Ainsi donc, que les hommes catholiques de France, s’ils veulent vraiment Nous témoigner leur soumission et leur dévouement, luttent pour l’Eglise selon les avertissements que Nous leur avons déjà donnés, c’est-à-dire avec persévérance et énergie, sans agir toutefois d’une façon séditieuse et violente. Ce n’est point par la violence mais par la fermeté qu’ils arriveront, en s’enfermant dans leur bon droit comme dans une citadelle, à briser l’obstination de leurs ennemis ; qu’ils comprennent bien, comme Nous l’avons dit et le répétons encore, que leurs efforts seront inutiles s’ils ne s’unissent pas dans une parfaite entente pour la défense de la religion.
Ils ont maintenant Notre verdict au sujet de cette loi néfaste : ils doivent s’y conformer de plein cœur ; et quels qu’aient été jusqu’à présent, durant la discussion, les avis des uns ou des autres, que nul ne se permette, Nous les en conjurons tous, de blesser qui que ce soit sous prétexte que sa manière de voir était la meilleure.
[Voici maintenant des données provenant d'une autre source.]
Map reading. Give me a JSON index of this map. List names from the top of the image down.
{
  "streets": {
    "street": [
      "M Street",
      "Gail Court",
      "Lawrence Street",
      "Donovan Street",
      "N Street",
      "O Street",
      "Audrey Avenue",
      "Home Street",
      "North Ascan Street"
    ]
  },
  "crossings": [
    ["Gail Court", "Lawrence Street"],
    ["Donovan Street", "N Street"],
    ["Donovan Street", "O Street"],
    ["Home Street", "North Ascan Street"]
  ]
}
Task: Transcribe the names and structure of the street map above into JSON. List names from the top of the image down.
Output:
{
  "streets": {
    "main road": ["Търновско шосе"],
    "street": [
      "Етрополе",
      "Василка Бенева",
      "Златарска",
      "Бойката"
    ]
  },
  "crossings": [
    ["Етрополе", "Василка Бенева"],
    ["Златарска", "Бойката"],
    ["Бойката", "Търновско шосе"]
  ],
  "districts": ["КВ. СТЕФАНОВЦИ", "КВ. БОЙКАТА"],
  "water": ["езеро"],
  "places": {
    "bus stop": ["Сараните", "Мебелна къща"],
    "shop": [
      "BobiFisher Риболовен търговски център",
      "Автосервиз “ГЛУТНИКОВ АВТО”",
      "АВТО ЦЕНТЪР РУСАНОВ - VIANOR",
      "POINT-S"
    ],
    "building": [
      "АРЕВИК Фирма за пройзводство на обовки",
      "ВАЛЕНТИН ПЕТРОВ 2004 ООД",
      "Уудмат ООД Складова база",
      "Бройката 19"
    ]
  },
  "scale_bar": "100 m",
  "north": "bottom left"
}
Ce que peuvent l’entente des volontés et l’union des forces, qu’ils l’apprennent de leurs adversaires ; et de même que ceux-ci ont pu imposer à la nation le stigmate de cette loi criminelle, ainsi les Nôtres, par leur entente, pourront l’effacer et le faire disparaître. Dans la dure épreuve de la France, si tous ceux qui veulent défendre de toutes leurs forces les intérêts suprêmes de la patrie travaillent comme ils le doivent, unis entre eux, avec leurs évêques et Nous-même, pour la cause de la religion, loin de désespérer du salut de l’Eglise de France, il est à espérer, au contraire, que bientôt elle sera rehaussée à sa dignité et à sa prospérité première. Nous ne doutons aucunement que les catholiques ne donnent entière satisfaction à Nos prescriptions et à Nos désirs ; aussi chercherons-Nous ardemment à leur obtenir, par l’intercession de Marie, la Vierge Immaculée, le secours de la divine Bonté.
Comme gage des dons célestes, et en témoignage de Notre paternelle bienveillance, Nous accordons de grand cœur à Vous, Vénérables Frères, et à toute la nation française, la bénédiction apostolique.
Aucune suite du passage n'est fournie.